(Beginning of Material provided)

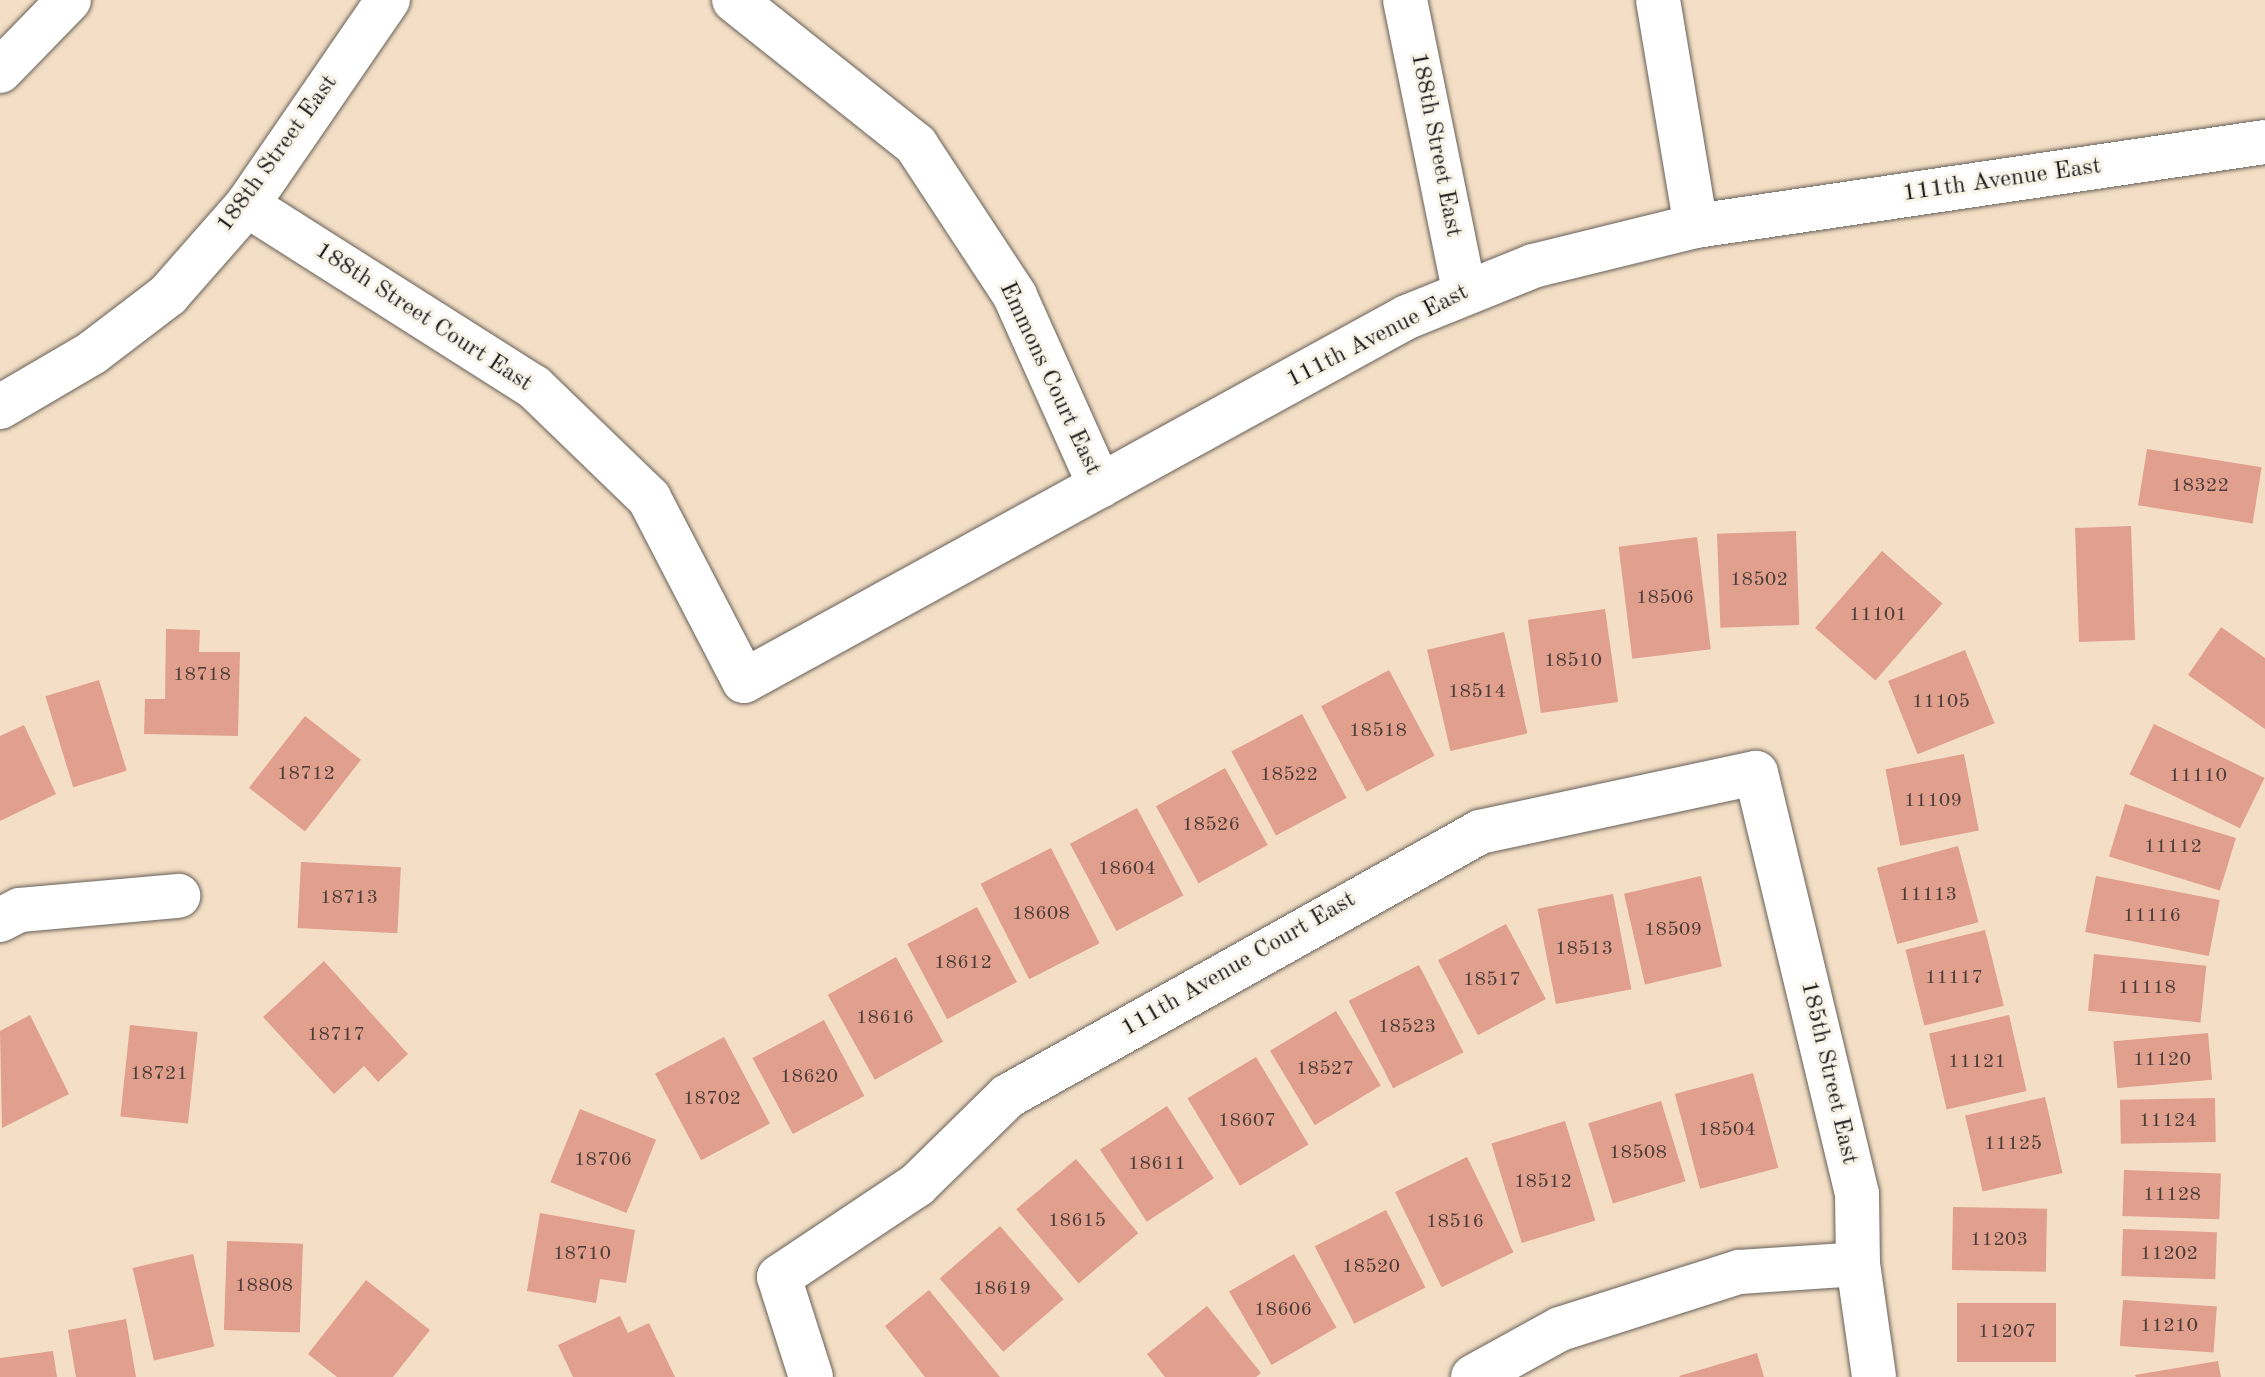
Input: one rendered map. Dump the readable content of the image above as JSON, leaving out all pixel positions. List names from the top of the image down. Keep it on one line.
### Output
{"streets":{"street":["188th Street East","111th Avenue East","188th Street Court East","Emmons Court East","111th Avenue Court East","185th Street East"]},"crossings":[["188th Street East","111th Avenue East"],["188th Street East","188th Street Court East"],["111th Avenue East","188th Street Court East"],["111th Avenue East","Emmons Court East"],["111th Avenue Court East","185th Street East"]],"house_numbers":["18322","18502","18506","11101","18510","18718","18514","11105","18518","18712","18522","11110","11109","18526","11112","18604","11113","18713","18608","11116","18509","18513","18612","11117","18517","11118","18616","18523","18717","11120","11121","18527","18721","18620","18702","18607","11124","18504","11125","18508","18706","18611","18512","11128","18615","18516","11203","18710","11202","18520","18808","18619","18606","11210","11207"]}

(End of Material provided)

Everything in the listing above must be restated word for word, except the images.

Input: one rendered map. Dump the readable content of the image above as JSON, leaving out all pixel positions. List names from the top of the image down. Keep it on one line.
### Output
{"streets":{"street":["188th Street East","111th Avenue East","188th Street Court East","Emmons Court East","111th Avenue Court East","185th Street East"]},"crossings":[["188th Street East","111th Avenue East"],["188th Street East","188th Street Court East"],["111th Avenue East","188th Street Court East"],["111th Avenue East","Emmons Court East"],["111th Avenue Court East","185th Street East"]],"house_numbers":["18322","18502","18506","11101","18510","18718","18514","11105","18518","18712","18522","11110","11109","18526","11112","18604","11113","18713","18608","11116","18509","18513","18612","11117","18517","11118","18616","18523","18717","11120","11121","18527","18721","18620","18702","18607","11124","18504","11125","18508","18706","18611","18512","11128","18615","18516","11203","18710","11202","18520","18808","18619","18606","11210","11207"]}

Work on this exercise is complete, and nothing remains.